- Task goal
This exercise calls for copying every line below that holds the word "lineWidth".

- Data extracts
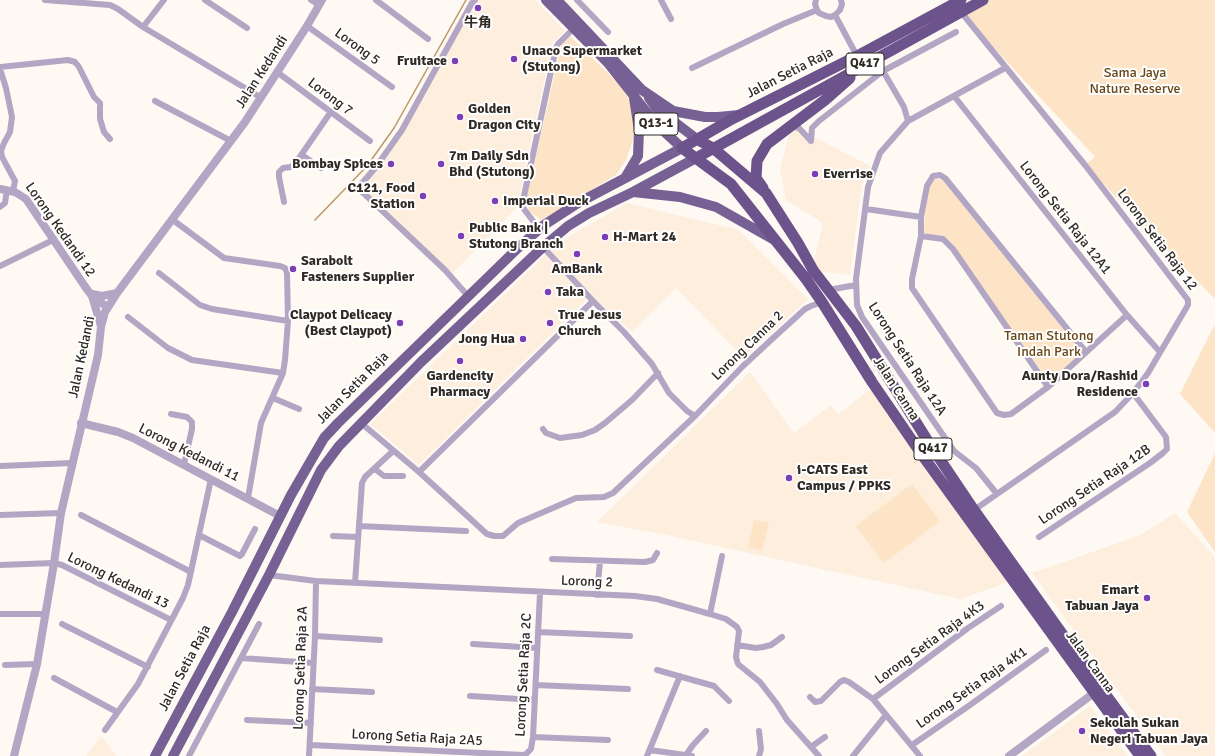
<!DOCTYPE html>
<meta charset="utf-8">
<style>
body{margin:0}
canvas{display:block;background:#fef9f3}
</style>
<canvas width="1215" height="756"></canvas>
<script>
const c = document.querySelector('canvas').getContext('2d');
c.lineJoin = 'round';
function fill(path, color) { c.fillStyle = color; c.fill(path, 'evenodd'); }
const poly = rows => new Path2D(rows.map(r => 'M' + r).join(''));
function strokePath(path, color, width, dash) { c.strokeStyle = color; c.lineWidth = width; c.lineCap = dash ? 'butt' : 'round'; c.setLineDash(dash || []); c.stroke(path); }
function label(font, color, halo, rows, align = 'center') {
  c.font = font + ' Signika,"Noto Sans SC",sans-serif'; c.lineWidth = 4; c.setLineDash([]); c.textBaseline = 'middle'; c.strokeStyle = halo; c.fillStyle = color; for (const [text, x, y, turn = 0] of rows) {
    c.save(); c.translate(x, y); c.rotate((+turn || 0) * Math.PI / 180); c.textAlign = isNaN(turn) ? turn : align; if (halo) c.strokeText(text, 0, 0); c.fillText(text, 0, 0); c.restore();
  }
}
fill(poly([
 [469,0,535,0,565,31,552,44,517,207,452,274,356,184,375,163,400,128],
 [793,126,870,166,862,183,850,275,820,271,814,261,823,223,786,200,780,169,789,135],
 [627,203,739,230,808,299,744,358,676,288,632,332,591,295,419,465,370,424,558,243],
 [750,372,794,433,831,405,838,414,872,388,1008,580,1003,584,960,599,666,535,597,522],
 [1175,513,1215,557,1215,756,1166,756,1032,573,1141,535],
 [1090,706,1128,756,1022,756],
 [101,736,117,756,86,756]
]), '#fdeedd');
fill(poly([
 [983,0,1215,0,1215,299,1085,165,1095,157,961,12],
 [570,36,611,76,621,86,627,96,632,107,634,128,633,140,626,160,616,175,541,220,529,211,526,198,560,51,562,44],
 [938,179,943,180,1082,352,1050,383,961,258,943,238,924,234,925,214,928,188,933,180],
 [1215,324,1215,433,1180,394],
 [1215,453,1215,552,1187,512],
 [912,484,940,521,884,563,856,526],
 [754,520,769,523,762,551,748,547]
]), '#fde4c6');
strokePath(poly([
 [315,220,367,166,394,128,466,0]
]), '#bc9769', 1.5);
strokePath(poly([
 [45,0,110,5,118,9,143,27,260,97],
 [205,0,247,28],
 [311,0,319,5],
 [376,0,428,39],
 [577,0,608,32],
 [661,0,671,19],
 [816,0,815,4,817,10,819,13,826,16,831,17,835,15,840,10,842,4,841,0],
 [961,12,1085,165,1188,300,1188,305,1148,373,1133,393,1115,412,974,510],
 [835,15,857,56],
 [307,26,392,87],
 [143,27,164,0],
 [0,67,68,60,75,62,79,67,94,97,100,103,100,119,104,132,110,139],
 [692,68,783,24,817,10],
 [0,69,6,88,12,117,10,132,4,143,1,151,2,157,15,181,13,191],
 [883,71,904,107,908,121],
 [277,72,370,141],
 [954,96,1127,315,1160,352],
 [155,101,231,141],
 [791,126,799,128,811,141],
 [811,141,812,128,819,121,883,71,956,32],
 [302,155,321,168],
 [284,202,279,177,279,172,283,168,291,167,295,164,330,113],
 [0,207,5,203,7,190],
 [866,209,921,217],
 [173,220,224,258,280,266,285,268,287,273,288,321,285,360,283,373,261,423,248,498],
 [539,229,524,209,522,205,524,196,556,48,558,44,574,28],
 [921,236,943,239,953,249,1048,387],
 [543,247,593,301,624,332,652,364,669,393,687,411,695,416],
 [0,266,53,240],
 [159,273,200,305,212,309,288,321],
 [828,290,856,285],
 [468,296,445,270,358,188,376,167,402,130,472,3,475,0],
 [128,317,168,348,192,360,283,373],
 [1086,352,945,178,940,175,933,176,927,186,921,217,921,236,912,279,912,288,997,413,1004,415,1011,414,1048,387,1127,315],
 [273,398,299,409],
 [171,414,187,417,192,422,192,429,184,464],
 [361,423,419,472,487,534,494,536,503,536,518,523,576,498,604,497,613,493,695,416,743,366,771,340,805,309,811,306,822,302],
 [543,429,546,433,560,438,582,435,595,430,605,423,632,400,658,373],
 [0,466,72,463],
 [375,469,384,476,403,476],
 [419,472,593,301],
 [997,494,976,468,954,451,862,317,857,305,856,279,868,187,880,153,908,121,1005,68],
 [0,515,61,513],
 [81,515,191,572],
 [359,526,466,531],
 [199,535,240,556,242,554,255,529],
 [333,536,358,537],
 [1039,537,1150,463,1163,453,1167,449,1166,437,1133,393],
 [552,559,645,562,653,560,657,553],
 [0,565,54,563,62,565,171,620],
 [269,575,316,581,635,596,657,599,710,614,726,619,737,627,739,631,736,657,738,664,760,682,777,704,787,720,819,756],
 [355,583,362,483,365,477,393,451],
 [597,595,600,561],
 [0,614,45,614],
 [710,614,722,556],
 [62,624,148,667],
 [539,632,630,636],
 [315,636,380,640],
 [473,644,537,648],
 [737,645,756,648,763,647,771,645,782,637],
 [241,658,313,663],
 [5,665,37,664],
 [657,670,714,686,729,701],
 [54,678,117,712],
 [536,685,628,689],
 [312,689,372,692],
 [470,696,535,700],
 [810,697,815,702,821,701,840,682,844,680,849,682,873,699,920,756],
 [873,699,968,628,1001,606],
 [247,720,311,723],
 [105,730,138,684,183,598,188,585,211,479],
 [759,731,761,749,759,756],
 [533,737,608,740],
 [310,745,524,755,526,754,531,749,533,737,540,593],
 [912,745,970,705,1046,650],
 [811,747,825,737],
 [650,750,692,756],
 [686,755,693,745,706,731],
 [189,756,259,624],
 [309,756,315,636,316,581],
 [647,756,680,676],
 [853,756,886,715]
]), '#b2a6c4', 6);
strokePath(poly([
 [0,189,15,192,26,199,86,288,92,296,107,307],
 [92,294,102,296,117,293],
 [92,296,101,326],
 [81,423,118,432,133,438,280,516],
 [14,756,37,664,54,563,61,513,98,355,101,327,105,312,117,293,245,122,307,26,322,0],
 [1009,756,1094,693]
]), '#b2a6c4', 8);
strokePath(poly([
 [557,0,642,90,673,111,705,117,718,117,739,115],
 [649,98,656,108,698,140],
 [625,178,638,156,639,130,634,98],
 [633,192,680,197,716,207,776,241],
 [155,756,232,612,291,495,324,438,338,423,520,246,544,225,578,203,682,148,656,124,608,63,546,0],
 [173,756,269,575,321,470,339,446,421,362,543,247,568,226,589,213,633,192,696,158]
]), '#776094', 10);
strokePath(poly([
 [961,0,857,56,732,119,682,148,731,184,806,279,822,302,872,382,920,452,1140,756],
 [698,140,713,148,766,193,798,243,813,270,856,326,929,443,974,510,1100,687,1151,756],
 [696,158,983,0],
 [763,188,756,178,757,161,767,144,825,100,850,78]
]), '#6c538b', 11);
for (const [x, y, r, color] of [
 [478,8,4,"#7b3fb5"],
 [514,59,4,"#7b3fb5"],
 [455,61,4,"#7b3fb5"],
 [460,117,4,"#7b3fb5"],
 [391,164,4,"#7b3fb5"],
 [441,164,4,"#7b3fb5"],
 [815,174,4,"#7b3fb5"],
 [423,196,4,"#7b3fb5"],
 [495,201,4,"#7b3fb5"],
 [461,236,4,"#7b3fb5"],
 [605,237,4,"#7b3fb5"],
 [577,254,4,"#7b3fb5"],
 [293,269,4,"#7b3fb5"],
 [548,292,4,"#7b3fb5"],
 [400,323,4,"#7b3fb5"],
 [550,323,4,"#7b3fb5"],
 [523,339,4,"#7b3fb5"],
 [460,361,4,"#7b3fb5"],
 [1146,384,4,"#7b3fb5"],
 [789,478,4,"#7b3fb5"],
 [1147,598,4,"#7b3fb5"],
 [1082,731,4,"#7b3fb5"]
]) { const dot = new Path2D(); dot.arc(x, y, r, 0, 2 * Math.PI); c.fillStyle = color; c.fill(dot); strokePath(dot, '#fff', 1.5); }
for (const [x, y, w] of [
 [865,64,38],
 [656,124,44],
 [933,449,38]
]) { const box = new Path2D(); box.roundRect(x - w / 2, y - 11, w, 22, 3); c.fillStyle = '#fff'; c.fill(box); strokePath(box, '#2f2a24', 1); }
label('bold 13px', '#2f2a24', null, [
 ["Q417",865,64],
 ["Q13-1",656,124],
 ["Q417",933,449]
]);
label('bold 14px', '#2f2a24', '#fff', [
 ["牛角",478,23,"center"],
 ["Unaco Supermarket",522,51],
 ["(Stutong)",522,67],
 ["Fruitace",447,61,"right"],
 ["Golden",468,109],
 ["Dragon City",468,125],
 ["7m Daily Sdn",449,156],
 ["Bhd (Stutong)",449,172],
 ["Bombay Spices",383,164,"right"],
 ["Everrise",823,174],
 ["C121, Food",415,188,"right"],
 ["Station",415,204,"right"],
 ["Imperial Duck",503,201],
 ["Public Bank |",469,228],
 ["Stutong Branch",469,244],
 ["H-Mart 24",613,237],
 ["Sarabolt",301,261],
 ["Fasteners Supplier",301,277],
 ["AmBank",577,269,"center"],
 ["Taka",556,292],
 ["Claypot Delicacy",392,315,"right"],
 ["(Best Claypot)",392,331,"right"],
 ["True Jesus",558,315],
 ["Church",558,331],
 ["Jong Hua",515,339,"right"],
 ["Gardencity",460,376,"center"],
 ["Pharmacy",460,392,"center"],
 ["Aunty Dora/Rashid",1138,376,"right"],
 ["Residence",1138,392,"right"],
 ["i-CATS East",797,470],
 ["Campus / PPKS",797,486],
 ["Emart",1139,590,"right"],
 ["Tabuan Jaya",1139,606,"right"],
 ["Sekolah Sukan",1090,723],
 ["Negeri Tabuan Jaya",1090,739]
], 'left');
label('14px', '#2f2a24', '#fff', [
 ["Lorong 5",357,47,36],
 ["Jalan Kedandi",262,72,-57],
 ["Jalan Setia Raja",790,73,-27],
 ["Lorong 7",330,97,37],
 ["Lorong Setia Raja 12A1",1065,218,52],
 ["Lorong Kedandi 12",60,230,55],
 ["Lorong Setia Raja 12",1157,240,53],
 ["Lorong Canna 2",748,346,-44],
 ["Jalan Kedandi",82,357,-78],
 ["Lorong Setia Raja 12A",907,359,57],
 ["Jalan Setia Raja",353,388,-45],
 ["Jalan Canna",896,389,57],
 ["Lorong Kedandi 11",189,453,27],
 ["Lorong Setia Raja 12B",1095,485,-34],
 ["Lorong Kedandi 13",118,581,26],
 ["Lorong 2",587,582,2],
 ["Lorong Setia Raja 4K3",930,643,-36],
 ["Jalan Canna",1090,662,54],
 ["Jalan Setia Raja",185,668,-62],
 ["Lorong Setia Raja 2A",301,668,-88],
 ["Lorong Setia Raja 2C",524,675,-87],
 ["Lorong Setia Raja 4K1",972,688,-35],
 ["Lorong Setia Raja 2A5",417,738,3]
]);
label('14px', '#684615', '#fff', [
 ["Sama Jaya",1135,73],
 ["Nature Reserve",1135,89],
 ["Taman Stutong",1049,336],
 ["Indah Park",1049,352]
]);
</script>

- Solution to the problem
function strokePath(path, color, width, dash) { c.strokeStyle = color; c.lineWidth = width; c.lineCap = dash ? 'butt' : 'round'; c.setLineDash(dash || []); c.stroke(path); }
  c.font = font + ' Signika,"Noto Sans SC",sans-serif'; c.lineWidth = 4; c.setLineDash([]); c.textBaseline = 'middle'; c.strokeStyle = halo; c.fillStyle = color; for (const [text, x, y, turn = 0] of rows) {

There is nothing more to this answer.